WORK TASK:
Please copy every line from the records below that contains the string "around".

═════ DATA TO PROCESS ═════

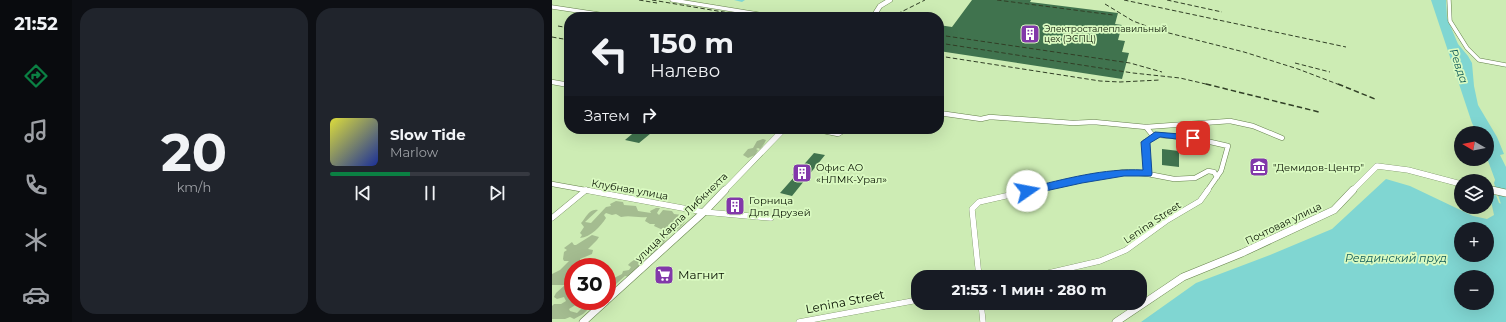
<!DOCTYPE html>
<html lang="ru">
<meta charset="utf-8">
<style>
:root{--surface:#171b24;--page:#20242c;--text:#f1f3f6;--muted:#9ea1a6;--line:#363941;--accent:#0b8043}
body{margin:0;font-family:Montserrat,sans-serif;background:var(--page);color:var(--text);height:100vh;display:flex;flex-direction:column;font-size:15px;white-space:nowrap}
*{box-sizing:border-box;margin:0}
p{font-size:13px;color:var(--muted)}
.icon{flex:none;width:22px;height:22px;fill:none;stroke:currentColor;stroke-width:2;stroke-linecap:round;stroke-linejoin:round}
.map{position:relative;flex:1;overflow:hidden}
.details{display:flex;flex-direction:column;gap:8px;padding:8px;background:#0d0f14;width:480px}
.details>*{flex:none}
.guide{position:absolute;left:12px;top:12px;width:380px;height:122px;border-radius:16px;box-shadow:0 4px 16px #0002;background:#171b24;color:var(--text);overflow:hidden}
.needle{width:26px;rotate:280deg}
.fabs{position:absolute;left:902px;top:126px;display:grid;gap:8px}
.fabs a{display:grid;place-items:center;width:40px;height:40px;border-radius:50%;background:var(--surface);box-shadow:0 4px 16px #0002;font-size:20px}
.speed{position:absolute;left:12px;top:258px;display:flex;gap:8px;font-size:20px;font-weight:700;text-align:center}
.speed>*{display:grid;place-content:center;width:52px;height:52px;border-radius:50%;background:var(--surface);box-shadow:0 4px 16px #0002;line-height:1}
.speed .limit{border:6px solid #d22;background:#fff;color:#111}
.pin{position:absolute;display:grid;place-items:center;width:34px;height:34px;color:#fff;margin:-17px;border-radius:8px;box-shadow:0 2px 6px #0006}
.me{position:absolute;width:44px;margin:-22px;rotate:78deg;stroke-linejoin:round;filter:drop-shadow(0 0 3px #0008)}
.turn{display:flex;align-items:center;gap:14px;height:84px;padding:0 20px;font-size:18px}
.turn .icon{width:52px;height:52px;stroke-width:2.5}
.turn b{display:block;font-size:28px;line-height:34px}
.then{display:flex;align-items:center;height:38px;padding:0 20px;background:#0003;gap:8px;font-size:15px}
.details .card{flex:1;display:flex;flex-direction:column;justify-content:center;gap:6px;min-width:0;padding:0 14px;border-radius:16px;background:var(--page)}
.details .dial{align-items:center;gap:0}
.dial b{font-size:52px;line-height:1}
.song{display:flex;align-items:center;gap:12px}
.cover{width:48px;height:48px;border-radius:6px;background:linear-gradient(135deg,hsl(60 70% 55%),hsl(230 70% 35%))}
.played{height:4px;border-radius:2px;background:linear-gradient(90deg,var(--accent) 40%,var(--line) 40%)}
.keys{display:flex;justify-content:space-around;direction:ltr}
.details .tiles{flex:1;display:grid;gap:8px;grid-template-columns:repeat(2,1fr)}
.trip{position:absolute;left:359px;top:270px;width:236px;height:40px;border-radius:16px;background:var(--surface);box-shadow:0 4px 16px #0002;font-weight:700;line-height:40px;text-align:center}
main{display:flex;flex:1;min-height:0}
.dock{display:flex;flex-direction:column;width:72px;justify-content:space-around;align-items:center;background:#090b0e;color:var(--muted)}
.dock .icon{width:28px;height:28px}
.dock .current{color:var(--accent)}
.dock b{font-size:18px;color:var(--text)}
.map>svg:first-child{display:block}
.green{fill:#a4bc90}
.water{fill:#80d6d2;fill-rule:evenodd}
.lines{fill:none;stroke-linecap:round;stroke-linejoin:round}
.river{fill:#80d6d2;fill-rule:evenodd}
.building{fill:#40734e}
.street-far2-casing{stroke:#65804c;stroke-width:4.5}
.street-far1-casing{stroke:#65804c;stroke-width:5.5}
.street-casing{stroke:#65804c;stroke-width:6}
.secondary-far2-casing{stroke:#65804c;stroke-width:5.5}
.secondary-far1-casing{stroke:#65804c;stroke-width:6}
.secondary-casing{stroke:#65804c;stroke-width:8}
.street-far2{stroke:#fff;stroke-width:3.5}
.street-far1{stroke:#fff;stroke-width:4.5}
.street{stroke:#fff;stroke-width:5.5}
.secondary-far2{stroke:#fff;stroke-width:4.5}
.secondary-far1{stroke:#fff;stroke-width:5.5}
.secondary{stroke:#fff;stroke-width:7}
.rail-far1{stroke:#313f26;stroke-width:1;stroke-dasharray:4.5 2.5;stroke-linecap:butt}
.rail{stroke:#313f26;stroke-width:1.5;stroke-dasharray:5.5 3;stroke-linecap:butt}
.route{fill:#1a73e8;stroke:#114b97}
.labels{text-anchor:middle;stroke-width:3.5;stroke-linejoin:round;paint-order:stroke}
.far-poi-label{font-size:9px;fill:#081201;stroke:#dafac1;text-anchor:start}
.poi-label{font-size:10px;fill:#081201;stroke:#dafac1;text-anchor:start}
.street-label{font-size:10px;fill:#081201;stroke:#dafac1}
.water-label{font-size:11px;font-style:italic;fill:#0f5a58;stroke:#dafac1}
.near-poi-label{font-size:12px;fill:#081201;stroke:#dafac1;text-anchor:start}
.near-street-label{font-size:12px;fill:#081201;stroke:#dafac1}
</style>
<main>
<nav class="dock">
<b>21:52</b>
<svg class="icon current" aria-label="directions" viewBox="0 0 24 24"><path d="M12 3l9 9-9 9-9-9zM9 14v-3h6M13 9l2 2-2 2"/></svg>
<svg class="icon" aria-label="music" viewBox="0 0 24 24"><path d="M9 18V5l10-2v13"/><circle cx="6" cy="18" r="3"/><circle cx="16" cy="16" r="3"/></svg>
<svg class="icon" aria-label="phone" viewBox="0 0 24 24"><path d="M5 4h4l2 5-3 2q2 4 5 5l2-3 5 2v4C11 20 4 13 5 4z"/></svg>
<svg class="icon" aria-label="climate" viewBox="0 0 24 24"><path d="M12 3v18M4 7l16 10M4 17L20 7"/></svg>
<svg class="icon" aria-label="car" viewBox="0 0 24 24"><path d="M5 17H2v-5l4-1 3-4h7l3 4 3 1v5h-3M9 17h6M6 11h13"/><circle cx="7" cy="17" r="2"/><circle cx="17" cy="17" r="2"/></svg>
</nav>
<section class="details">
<div class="tiles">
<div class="card dial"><b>20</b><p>km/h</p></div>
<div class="card">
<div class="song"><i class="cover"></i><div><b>Slow Tide</b><p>Marlow</p></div></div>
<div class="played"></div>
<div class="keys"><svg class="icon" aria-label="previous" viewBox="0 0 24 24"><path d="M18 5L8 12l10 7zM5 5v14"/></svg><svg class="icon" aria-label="pause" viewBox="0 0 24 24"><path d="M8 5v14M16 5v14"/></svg><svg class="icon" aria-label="next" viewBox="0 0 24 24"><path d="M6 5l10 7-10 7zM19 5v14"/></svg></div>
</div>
</div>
</section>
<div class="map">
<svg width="954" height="322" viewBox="0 0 954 322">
<rect width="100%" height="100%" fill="#cdecb4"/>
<path class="green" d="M 211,139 L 214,140 L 212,144 L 208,149 L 206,148 L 204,149 L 206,150 L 203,155 L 196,158 L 191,155 L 196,149 L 201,148 L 205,141 Z
M 64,201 L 71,202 L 72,205 L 84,206 L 86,211 L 99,213 L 98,211 L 104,208 L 108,208 L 105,213 L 107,215 L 111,210 L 120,211 L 122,214 L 130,215 L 129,218 L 134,220 C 125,234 116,233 102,226 L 103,224 L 98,224 L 93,221 L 95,217 C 84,218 79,215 69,217 L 64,214 L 60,215 L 54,213 L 52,215 L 54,218 C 48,227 39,237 28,238 L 30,235 L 28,233 L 32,227 L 29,223 C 34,218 37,208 46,210 L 33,222 L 39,223 L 54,207 L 59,206 L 58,204 Z
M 40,235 L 47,237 L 45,240 L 36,249 L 41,250 L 40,254 L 28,259 L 28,267 L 21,267 L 21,279 L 18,284 L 19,287 L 21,286 L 21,301 L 30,301 L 17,309 L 18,311 L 25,313 L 37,301 L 45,301 L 31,314 L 22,319 L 18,317 L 13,319 L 0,319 L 0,306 L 2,304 L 9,304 L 14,301 L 12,297 L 5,299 L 2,297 L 4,293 L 13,285 L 0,285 L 0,274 L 8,270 L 17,261 L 12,261 L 11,259 L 12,252 L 15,250 L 12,248 L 20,242 L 22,245 L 24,245 Z
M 117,235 L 110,245 L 97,257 L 95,261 L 78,277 L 73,276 L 55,292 L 55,283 L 56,281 L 70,274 L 71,271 L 77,270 L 79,267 L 76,265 C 81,259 86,259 91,254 C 100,247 106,239 117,235 Z"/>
<path class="water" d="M 879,0 L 894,0 L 895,18 L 906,44 L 916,56 L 920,63 L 922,86 L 926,105 L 945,137 L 952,154 L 948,155 L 954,167 L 954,189 L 946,188 L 935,158 L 935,133 L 925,133 L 920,123 Z
M 834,179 L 858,186 L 921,216 L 935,219 L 942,215 L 938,196 L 944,195 L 947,203 L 954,205 L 954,322 L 589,322 L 644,283 L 718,255 L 780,229 ZM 909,229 L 935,229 L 935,255 L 909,255 ZM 909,277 L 935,277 L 935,303 L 909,303 Z"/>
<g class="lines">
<path class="river" d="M 182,0 L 193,0 L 190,2 Z
M 947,179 L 951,180 L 954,188 L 954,208 L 950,207 L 942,183 L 943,180 Z"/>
</g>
<path class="building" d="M 420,0 L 479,0 L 478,2 L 566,13 L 563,24 L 570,25 L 566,40 L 573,41 L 570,52 L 577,53 L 570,79 L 387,51 L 387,25 L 400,27 Z
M 86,129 L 104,129 L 87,143 L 73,140 Z
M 610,149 L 627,151 L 627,167 L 610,165 Z
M 262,153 L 273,155 L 240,196 L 228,193 L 243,176 L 240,175 L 246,168 L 248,169 Z"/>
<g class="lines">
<defs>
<path id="street-far2" d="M 120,0 L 224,17
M 897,0 L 898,21 L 915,48 L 927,60 L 954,65
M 0,7 L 66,17"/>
<path id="street-far1" d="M 387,113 L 429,119 L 438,117 L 521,123 L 542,122 L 594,127 L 678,121 L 701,126 L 730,138
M 594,127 L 602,137
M 262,129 L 286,134 L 294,129
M 596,174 L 593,142 L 606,135 L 641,138 L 676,146 L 669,171 L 655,191
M 0,184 L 39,191
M 33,191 L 34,190
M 476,191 L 530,179 L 572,172 L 596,174 L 622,179 L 643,178 L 656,171 L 662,172 L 665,177"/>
<path id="street" d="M 33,190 L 152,212 L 219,218
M 0,218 L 34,190
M 427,277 L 420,209 L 427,202 L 480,190
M 479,277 L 548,261 L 574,250 L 614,221 L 648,201 L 656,190
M 429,303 L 431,322
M 247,322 L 366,300"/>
<path id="secondary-far2" d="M 321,17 L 328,6 L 338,0
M 0,82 L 17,85"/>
<path id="secondary-far1" d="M 14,84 L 17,85
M 935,189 L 945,191
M 172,191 L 232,129
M 800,191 L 825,166 L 856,170 L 909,184"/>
<path id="secondary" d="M 940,190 L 954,193
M 55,300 L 152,212 L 173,190
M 31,322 L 54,301
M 564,322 L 631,277 L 690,253 L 782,210 L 801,190"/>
</defs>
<use href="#street-far2" class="street-far2-casing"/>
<use href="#street-far1" class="street-far1-casing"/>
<use href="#street" class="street-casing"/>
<use href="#secondary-far2" class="secondary-far2-casing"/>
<use href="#secondary-far1" class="secondary-far1-casing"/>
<use href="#secondary" class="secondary-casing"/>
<use href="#street-far2" class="street-far2"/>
<use href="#street-far1" class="street-far1"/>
<use href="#street" class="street"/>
<use href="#secondary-far2" class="secondary-far2"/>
<use href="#secondary-far1" class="secondary-far1"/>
<use href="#secondary" class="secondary"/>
<path class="rail-far1" d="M 87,0 L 105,3
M 100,0 L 201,17
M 445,0 L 561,15
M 572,0 L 794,47
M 615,0 L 670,12
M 553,4 L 581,21 L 605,30 L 692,52 L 746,69 L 788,85
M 339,17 L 373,0
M 6,26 L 17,28
M 387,35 L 578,63 L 610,72
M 0,37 L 17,40
M 387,43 L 581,73 L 628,78 L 658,85
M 387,56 L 548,81 L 568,82 L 608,80
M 743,63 L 778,72"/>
<path class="rail" d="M 654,84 L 767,112
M 786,84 L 823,99"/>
</g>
<path class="route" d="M 603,132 L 641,135 L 645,138 L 641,141 L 608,137 L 598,143 L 600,174 L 599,176 L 572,176 L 530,183 L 475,195 L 471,191 L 475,188 C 513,179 552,168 591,170 L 589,142 Z"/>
<defs>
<symbol id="building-square" viewBox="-11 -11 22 22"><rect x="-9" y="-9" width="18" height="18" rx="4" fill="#8238aa" stroke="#dafac1"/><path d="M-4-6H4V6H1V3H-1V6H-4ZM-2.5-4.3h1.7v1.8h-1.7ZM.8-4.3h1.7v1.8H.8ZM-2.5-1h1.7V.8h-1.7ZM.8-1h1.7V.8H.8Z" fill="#fff"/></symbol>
<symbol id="museum-square" viewBox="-11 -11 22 22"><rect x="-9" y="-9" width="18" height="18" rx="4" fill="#8238aa" stroke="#dafac1"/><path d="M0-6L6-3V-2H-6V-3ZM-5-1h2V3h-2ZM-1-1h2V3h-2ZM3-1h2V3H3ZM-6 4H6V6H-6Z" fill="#fff"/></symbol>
<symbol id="supermarket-square" viewBox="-11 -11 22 22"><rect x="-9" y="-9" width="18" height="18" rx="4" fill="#8238aa" stroke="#dafac1"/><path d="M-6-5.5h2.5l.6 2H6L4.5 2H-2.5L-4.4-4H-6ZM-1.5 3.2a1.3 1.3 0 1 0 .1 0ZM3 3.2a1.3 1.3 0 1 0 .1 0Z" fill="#fff"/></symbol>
</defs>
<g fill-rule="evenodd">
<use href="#building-square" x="467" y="23" width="22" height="22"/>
<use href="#museum-square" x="696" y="156" width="22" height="22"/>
<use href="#building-square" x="239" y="162" width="22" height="22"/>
<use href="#building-square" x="172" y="195" width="22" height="22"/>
<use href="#supermarket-square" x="101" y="264" width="22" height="22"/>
</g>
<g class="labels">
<g class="far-poi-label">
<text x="492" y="32">Электросталеплавильный<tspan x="492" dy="10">цех (ЭСПЦ)</tspan></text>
</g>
<g class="poi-label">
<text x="264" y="171">Офис АО<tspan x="264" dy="12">«НЛМК-Урал»</tspan></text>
<text x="721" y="171">"Демидов-Центр"</text>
<text x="197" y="204">Горница<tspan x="197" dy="12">Для Друзей</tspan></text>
</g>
<g class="street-label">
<text transform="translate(78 189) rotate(10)" y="4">Клубная улица</text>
<text transform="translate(129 217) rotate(-44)" y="4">улица Карла Либкнехта</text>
<text transform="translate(600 222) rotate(-34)" y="4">Lenina Street</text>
<text transform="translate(731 223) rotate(-26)" y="4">Почтовая улица</text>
</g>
<g class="water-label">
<text transform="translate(907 66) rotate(71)" y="4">Ревда</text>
<text x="844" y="262">Ревдинский пруд</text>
</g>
<g class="near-poi-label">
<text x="126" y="279">Магнит</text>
</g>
<g class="near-street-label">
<text transform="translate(293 302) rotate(-11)" y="4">Lenina Street</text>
</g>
</g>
</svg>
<div class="fabs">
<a><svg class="needle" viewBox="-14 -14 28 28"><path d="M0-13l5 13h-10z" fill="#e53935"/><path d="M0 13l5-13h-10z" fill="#9ea1a6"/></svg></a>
<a><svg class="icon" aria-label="layers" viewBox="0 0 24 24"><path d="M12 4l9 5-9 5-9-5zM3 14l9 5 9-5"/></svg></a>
<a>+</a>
<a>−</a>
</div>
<div class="speed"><div class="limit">30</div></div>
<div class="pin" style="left:641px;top:138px;background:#d93025"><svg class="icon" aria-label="arrive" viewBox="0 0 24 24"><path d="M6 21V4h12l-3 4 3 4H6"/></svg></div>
<svg class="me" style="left:475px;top:191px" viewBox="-20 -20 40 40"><circle r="19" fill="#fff"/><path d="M0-13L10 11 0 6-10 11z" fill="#1a73e8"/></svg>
<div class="trip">21:53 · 1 мин · 280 m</div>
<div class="guide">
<div class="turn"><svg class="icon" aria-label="left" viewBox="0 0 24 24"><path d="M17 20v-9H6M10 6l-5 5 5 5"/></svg><div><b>150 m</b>Налево</div></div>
<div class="then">Затем<svg class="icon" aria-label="right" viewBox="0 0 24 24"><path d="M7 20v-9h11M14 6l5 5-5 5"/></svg></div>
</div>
</div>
</main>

═════

ANSWER SECTION:
.keys{display:flex;justify-content:space-around;direction:ltr}
.dock{display:flex;flex-direction:column;width:72px;justify-content:space-around;align-items:center;background:#090b0e;color:var(--muted)}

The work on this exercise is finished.